For areas where the bottom of the slot is mismatched, use a taller style coping saw blade that extends above the slot when inserted. Attach small vise grips as a handle and carefully drag the blade in the direction of the highspot until your guide pins dont catch. Just enough to level the bottom of the slot. Vacuum up the debris!

Keep working at it til your cars stop dieing, bouncing and hopping down the track. 

These where lessons I learned the hardway. 

Hope it helps, good luck!


----------



## SplitPoster (May 16, 2006)

Good info! L & J is a lot of fun because of all the specialty pieces that were available! You can spot and sort the warped pieces and reuse them in that same capacity that warped them in the first place: bowed straights for bridge approaches or crests, torqued ones that have been used on the brackets for Monza turns. As Bill says, it does make a difference to have them screwed down and anchored, and AFX repair clips may be helpful if you have a piece that wants to bow up a little in between the joiner pins. 

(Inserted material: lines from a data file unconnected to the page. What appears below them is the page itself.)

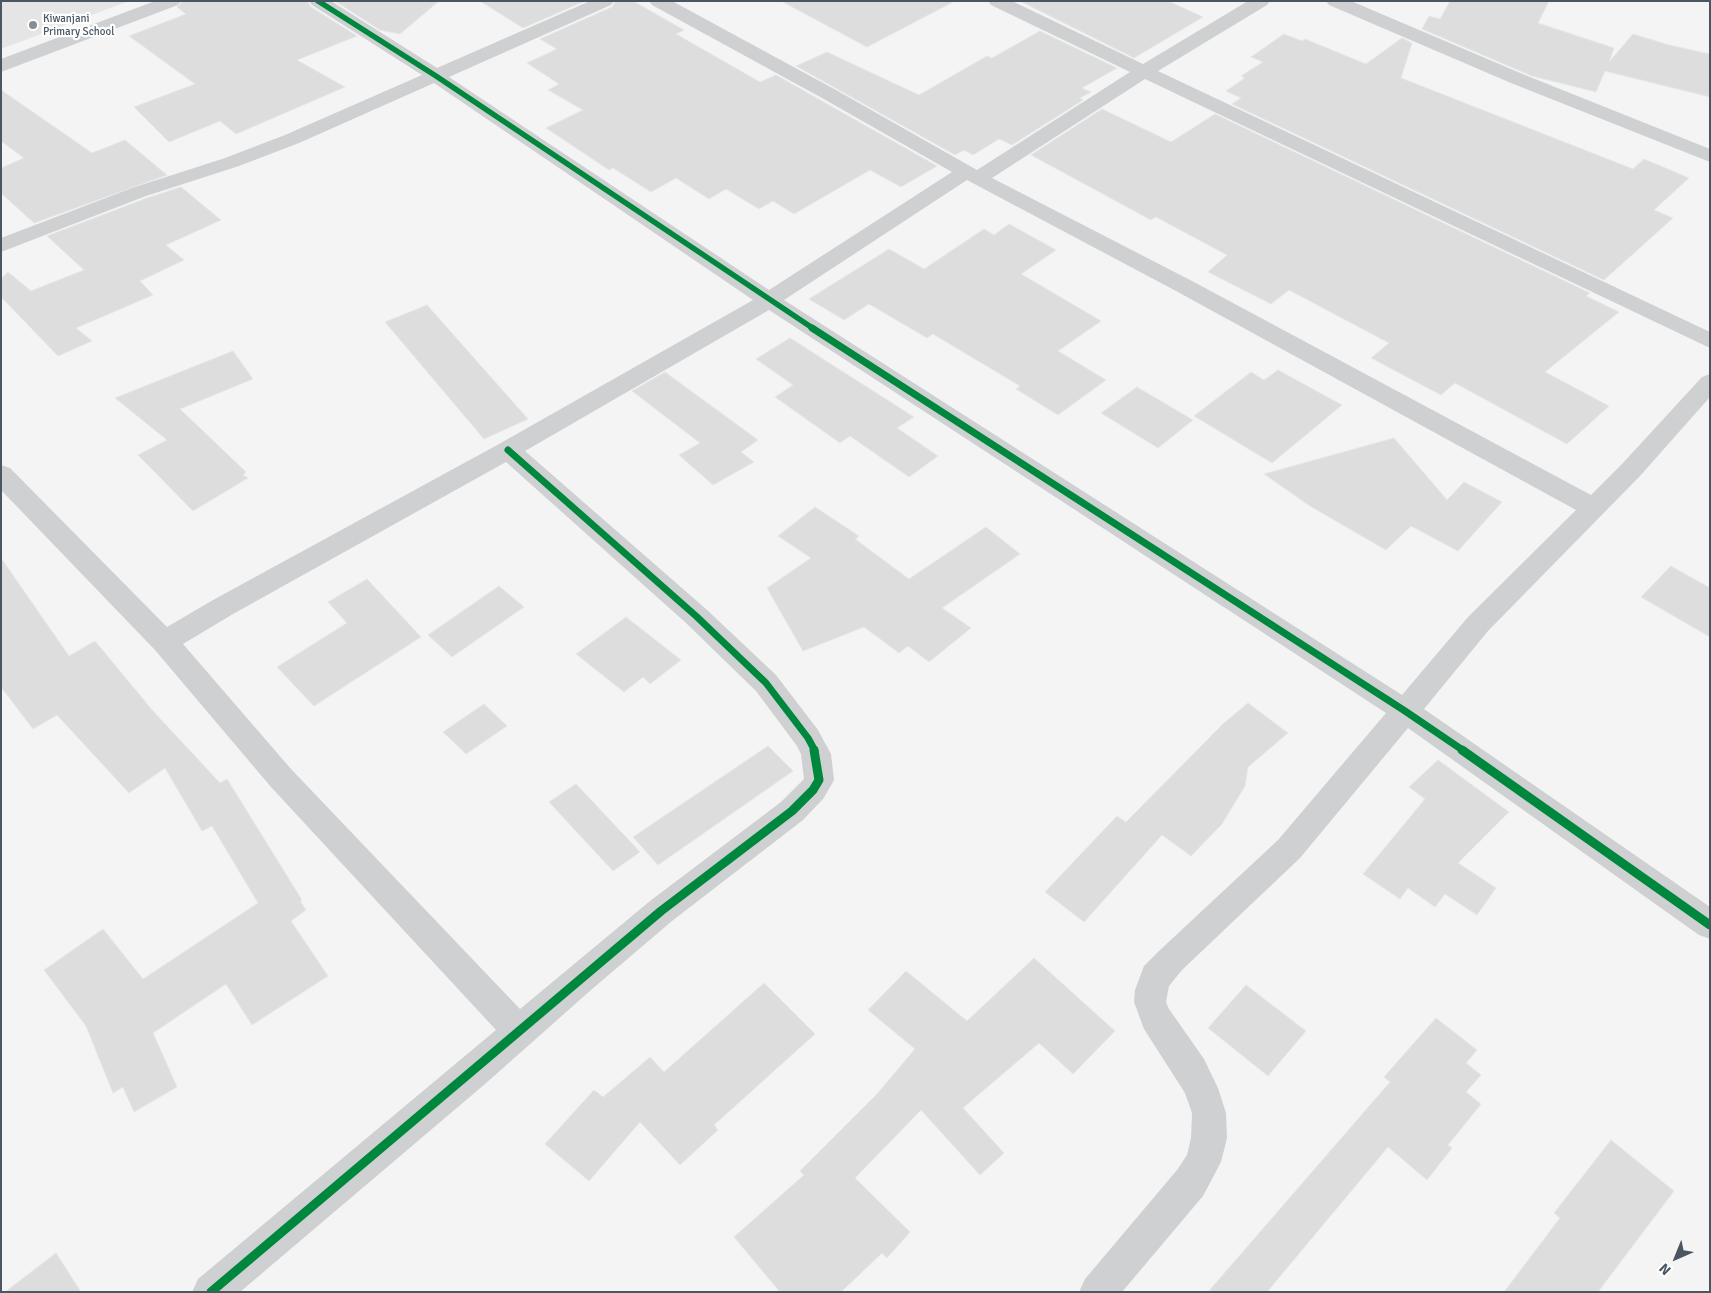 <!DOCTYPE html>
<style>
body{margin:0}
#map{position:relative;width:1711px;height:1293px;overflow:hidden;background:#f4f4f4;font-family:Signika,sans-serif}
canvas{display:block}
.frame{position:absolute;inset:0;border:2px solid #4a5661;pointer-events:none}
.north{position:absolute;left:1651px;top:1233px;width:50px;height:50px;-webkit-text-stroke:4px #fff;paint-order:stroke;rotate:224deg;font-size:14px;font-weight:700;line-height:20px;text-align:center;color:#4a5661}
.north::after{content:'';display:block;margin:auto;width:18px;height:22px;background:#4a5661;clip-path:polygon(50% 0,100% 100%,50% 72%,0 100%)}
</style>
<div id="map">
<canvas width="1711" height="1293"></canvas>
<div class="frame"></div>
<div class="north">N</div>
</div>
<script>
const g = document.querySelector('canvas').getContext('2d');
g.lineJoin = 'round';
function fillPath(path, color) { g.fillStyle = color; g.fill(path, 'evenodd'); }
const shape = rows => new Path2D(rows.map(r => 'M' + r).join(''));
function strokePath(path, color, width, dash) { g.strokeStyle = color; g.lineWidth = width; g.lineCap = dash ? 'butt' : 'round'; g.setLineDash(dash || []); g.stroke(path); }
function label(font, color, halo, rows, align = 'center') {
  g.font = font + ' Signika,sans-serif'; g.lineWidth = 4.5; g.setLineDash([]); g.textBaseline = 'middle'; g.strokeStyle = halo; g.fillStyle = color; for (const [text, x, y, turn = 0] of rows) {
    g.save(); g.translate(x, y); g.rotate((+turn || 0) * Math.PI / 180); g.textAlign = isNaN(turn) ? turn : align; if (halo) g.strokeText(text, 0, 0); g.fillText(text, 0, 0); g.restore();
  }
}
const education = shape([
 [1,1,129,1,1,49]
]);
const building = shape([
 [183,1,307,1,311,7,357,36,297,60,345,87,236,134,220,121,169,142,134,107,195,84,129,36,186,14,177,7,183,1],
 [335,1,439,1,400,34,380,30,335,1],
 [480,1,585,1,523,28,480,1],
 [616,1,633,1,684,30,676,34,760,82,776,75,937,166,901,187,870,170,794,214,773,201,759,209,726,189,709,199,676,178,651,192,613,168,609,170,546,128,583,110,548,90,559,84,527,63,557,49,540,39,612,7,616,1],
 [781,1,955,1,867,47,781,1],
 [1020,1,1168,1,1203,17,1134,58,1020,1],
 [1450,1,1549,1,1538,23,1614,48,1609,62,1633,34,1669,45,1710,54,1710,97,1605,71,1596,92,1532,76,1422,29,1429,16,1440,19,1450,1],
 [1040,31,1117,68,1082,88,1091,92,1080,98,1083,100,1012,145,999,139,973,155,964,150,955,155,796,66,827,52,919,95,987,56,992,58,1040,31],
 [1284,34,1302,41,1305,39,1366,64,1402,38,1412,43,1401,78,1633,169,1644,159,1689,178,1654,210,1673,218,1604,280,1232,104,1241,98,1226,91,1245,78,1241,76,1263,62,1251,57,1284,34],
 [1,90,92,153,125,140,167,175,34,223,1,193,1,168,24,158,1,141,1,90],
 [1102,109,1171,142,1215,114,1590,293,1586,296,1619,312,1545,372,1609,406,1567,444,1455,383,1441,395,1371,358,1389,343,1289,290,1271,304,1208,272,1227,255,1156,217,1151,220,1031,155,1102,109],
 [181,187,221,220,166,245,184,260,140,281,153,295,76,328,92,341,58,356,1,297,1,279,8,272,31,291,84,270,47,236,147,198,181,187],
 [1009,224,1056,250,1021,274,1101,321,1058,351,1106,380,1058,415,1016,389,1020,386,933,334,927,338,869,304,844,320,809,299,889,249,924,269,984,229,994,235,1009,224],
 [427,305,528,419,484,439,385,322,427,305],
 [790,338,914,417,897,428,938,456,909,477,850,436,840,443,775,397,793,385,756,359,790,338],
 [233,351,253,379,180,409,246,472,243,475,248,478,193,511,138,455,167,440,115,398,233,351],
 [1278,370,1342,405,1272,463,1194,416,1251,372,1264,380,1278,370],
 [665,372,758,440,741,452,754,462,713,485,679,455,700,443,632,391,665,372],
 [1137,387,1193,420,1158,448,1101,413,1137,387],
 [1394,438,1447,500,1464,482,1502,502,1458,551,1411,526,1386,550,1310,506,1264,474,1394,438],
 [815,507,859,536,855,539,909,579,986,527,1020,554,942,608,971,628,929,662,908,646,899,653,864,627,803,651,767,588,811,558,778,536,815,507],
 [1,558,69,656,95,641,153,711,220,783,227,779,302,900,300,901,306,910,291,921,328,976,252,1025,226,984,153,1033,177,1087,134,1112,123,1087,113,1093,86,1026,44,970,103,929,143,979,258,903,212,826,202,831,165,768,129,793,57,715,33,729,1,687,1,558],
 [1671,566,1710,588,1710,637,1641,597,1671,566],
 [367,579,421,637,314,706,277,667,347,623,328,602,367,579],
 [499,586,524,607,452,657,428,635,499,586],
 [626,617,681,660,650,684,643,677,624,692,576,654,626,617],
 [1248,703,1288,733,1248,767,1245,786,1222,824,1191,856,1162,835,1084,922,1045,892,1117,816,1126,822,1224,723,1248,703],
 [484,704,507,726,466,754,443,732,484,704],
 [768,746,793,771,658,865,633,837,768,746],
 [1438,760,1509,812,1458,863,1496,888,1477,915,1445,894,1435,907,1408,888,1400,899,1363,874,1425,799,1409,787,1438,760],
 [576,784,640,852,613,871,549,802,576,784],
 [1034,958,1115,1031,1073,1074,1039,1043,963,1108,1004,1153,980,1175,921,1110,855,1178,910,1232,887,1258,882,1253,841,1292,780,1292,734,1237,804,1175,800,1171,877,1094,915,1049,868,1010,906,971,967,1021,1034,958],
 [764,983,815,1034,714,1125,718,1130,680,1165,640,1122,589,1181,545,1144,594,1090,603,1097,650,1057,664,1072,764,983],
 [1246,985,1306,1031,1268,1076,1208,1028,1246,985],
 [1436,1018,1477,1050,1466,1063,1481,1075,1466,1092,1481,1104,1448,1145,1452,1148,1427,1180,1388,1147,1267,1292,1208,1292,1390,1082,1384,1077,1436,1018],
 [1611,1140,1674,1191,1598,1292,1504,1292,1560,1218,1554,1213,1611,1140],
 [56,1253,81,1292,5,1292,56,1253]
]);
const minor = shape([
 [155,1,181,1,178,5,1,72,1,59,155,1],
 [309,1,331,1,437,68,590,1,614,1,611,5,449,77,769,290,952,172,822,98,652,5,649,1,672,1,836,90,977,170,1130,72,991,5,988,1,1012,1,1143,64,1248,1,1270,1,1267,5,1158,71,1710,332,1710,348,1145,79,992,178,1192,281,1591,495,1622,464,1702,377,1710,374,1710,397,1640,476,1488,631,1424,709,1710,907,1710,939,1699,935,1408,728,1300,858,1182,970,1169,986,1166,1002,1169,1009,1204,1059,1218,1088,1226,1113,1227,1138,1221,1162,1203,1196,1122,1292,1079,1292,1085,1279,1177,1170,1187,1155,1191,1138,1192,1113,1185,1093,1144,1029,1134,1002,1135,990,1144,966,1160,950,1278,840,1386,713,769,310,525,451,706,609,776,675,818,730,831,754,834,780,829,789,823,799,803,820,672,921,591,990,485,1084,240,1292,192,1292,198,1279,496,1030,271,787,155,650,1,490,1,465,10,468,167,627,213,600,499,444,753,300,434,83,299,143,239,166,146,196,1,252,1,238,132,188,225,158,285,135,422,75,312,5,309,1],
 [967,180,1176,291,1576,510,1468,617,1402,695,784,300,967,180],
 [506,462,686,623,756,691,797,746,801,754,804,779,781,802,650,901,520,1009,291,769,183,644,233,614,506,462],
 [1326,1,1351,1,1525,75,1710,149,1710,162,1511,83,1329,5,1326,1]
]);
const cyclewayFar2 = shape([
 [318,1,436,76,814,329]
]);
const cyclewayFar1 = shape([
 [812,328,1405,711,1464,751],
 [508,450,696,616,766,683,808,738,815,751]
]);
const cycleway = shape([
 [1462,750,1710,925],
 [211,1292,661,911,792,811,813,790,819,780,814,750]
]);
const markers = [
 [33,25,5,"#868d94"]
];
const farPoinames = [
 ["Kiwanjani",43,19],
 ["Primary School",43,32]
];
fillPath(education, '#e6e5e6');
fillPath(building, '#ddddde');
strokePath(building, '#e5e6e7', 1);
fillPath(minor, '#ced0d2');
strokePath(cyclewayFar2, '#00873e', 5.5);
strokePath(cyclewayFar1, '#00873e', 7);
strokePath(cycleway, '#00873e', 9);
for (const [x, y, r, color] of markers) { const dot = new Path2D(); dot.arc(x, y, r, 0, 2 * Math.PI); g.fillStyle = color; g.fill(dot); strokePath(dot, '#fff', 2); }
label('11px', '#4a5661', '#fff', farPoinames, 'left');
</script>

Also, the early AFX/T-jet adaptor tracks aren't hard to come by when included in (primarily AFX) lots, that's a way to use AFX 15" straights, which are much more available/affordable than L&J 15" straights (fewer track joints per distance). In my experience the old AFX track is more susceptible to broken tabs when putting curves and elevation changes together, but the straights go together and hold up pretty well.


----------



## Bill Hall (Jan 6, 2007)

*D'oh!*

Nice catch Jeff!  

I forgot all about the clips.  

Indeed, they are very helpful! :thumbsup:


----------



## fishflyer (Jan 12, 2007)

Thanks for the input. I think I need to inspect the pieces I use a bit closer. I've also read past posts on soldering, but what's the consensus on whether it will make much of a difference? I've cleaned and inspected every tab, but I also wanted to know if there is some type of conductive anti-oxident I could use to keep off the oxidation. I've posted my current track in my gallery. I know, way too much track, but when it works, it is fun. My true plan is to put back in my loops and have a roadway go through the middle. Thanks again.


----------



## dlw (Aug 17, 1999)

Wiping the track with WD40 every month or so will protect against oxidation. Rail-zip at the joints helps, too.


----------



## Bill Hall (Jan 6, 2007)

DLW is right about periodic maintenence! Gotta wipe it down. I use an automotive product called "black back". Everybody has thier own preferance for the wipe down! 

"No OX" is the brand name stuff to use on unsoldered joints. Available readily at electrical supply shops or sometimes home supply outlets. You could use dielectric grease with good results too.

I'm not a big fan of soldering lock and joiner. As the heat wicks down the rail it can easily distort the plastic and allow the rails to float which is what we dont want. I've got a simple four lane lock and joiner track in a dogleg configuration 11ft on the long leg and 7ft on the short leg. All track screwed down, eight feeders, all joints no oxed and smoothed. No problemo!


----------



## noddaz (Aug 6, 1999)

Nice track you have there...
My only input is to rehash what others have said.
Clean all the connections.
And jumper wires. If you have extra terminal tracks these are easy to wire in...
Scott


----------



## Grandcheapskate (Jan 5, 2006)

When I look at the old Aurora MM track (and my only current layout, until I get my Tyco up and running, is made from my childhood MM track), I have always hated the way they designed the electrical connection. (Lifelike also uses the same design). One simple modification to that design I think could have made the MM track 100% better. Instead of the tabs being bent and then needing to push against each other in order to make contact (and thereby trying to sperate), the design should have allowed for the rail to simply slide into the adjacent piece of track; in other words, the tabs should be straight and the rail slot widened slightly at the ends of each track piece.
This would solve a couple problems:

1. The tabs would no longer be trying to push themselves apart.
2. The rail connections would be visible from the top of the track.
3. A lot more surface area of adjacent rail would be in contact.

Both Tyco and Tomy slide the rail into adjacent pieces. If MM track did that, it would be much better. Because of it's squared edge, MM track is ideal for mating up with pieces that you could rout in wood.

Joe


----------



## Bill Hall (Jan 6, 2007)

Hey Scott, 
It's not very fancy, but it works pretty good. Of course I went through a mountain of track to get enough decent pieces. I vetoed any specialty track pieces as they carve off speed and really create more havoc/damage than they are worth. Originally had drawn up something more elaborate, but felt it would have been forcing the issue, let alone marshalling considerations 

Due to my limited space it's 6&9'' radius which is OK by me in that I run mostly short geared stock and modified t-jets anyway. Non Mag AFX cars do present a predicament, you gotta shut down early, or tumble off into the weeds. I've got some light benders that rip around quite well cuz of the added traction. They are used as high speed Oscars to buff the rails and blow the dust off. LOL

Power supply is an old golf cart charger with a ford headlight switch to crunch the power down from 24v to 18v. Some of the rocket scientist dudes will say I need to add a capacitor to clean up the sign wave. I'll get around to it, inspite of the "dirty DC" it works great!

Benchwork is light, solid and was completed for under a hundred bucks legs and all. Every thing else was nitpicked through E-bay junk lots. The battery charger was free. I've yet to complete driver stations and track borders. 

Far from perfect but way better than your standard lock and joiner logging road! I'll get some pics of "plain jane" up one of these days, when I get off my lazy behind.


----------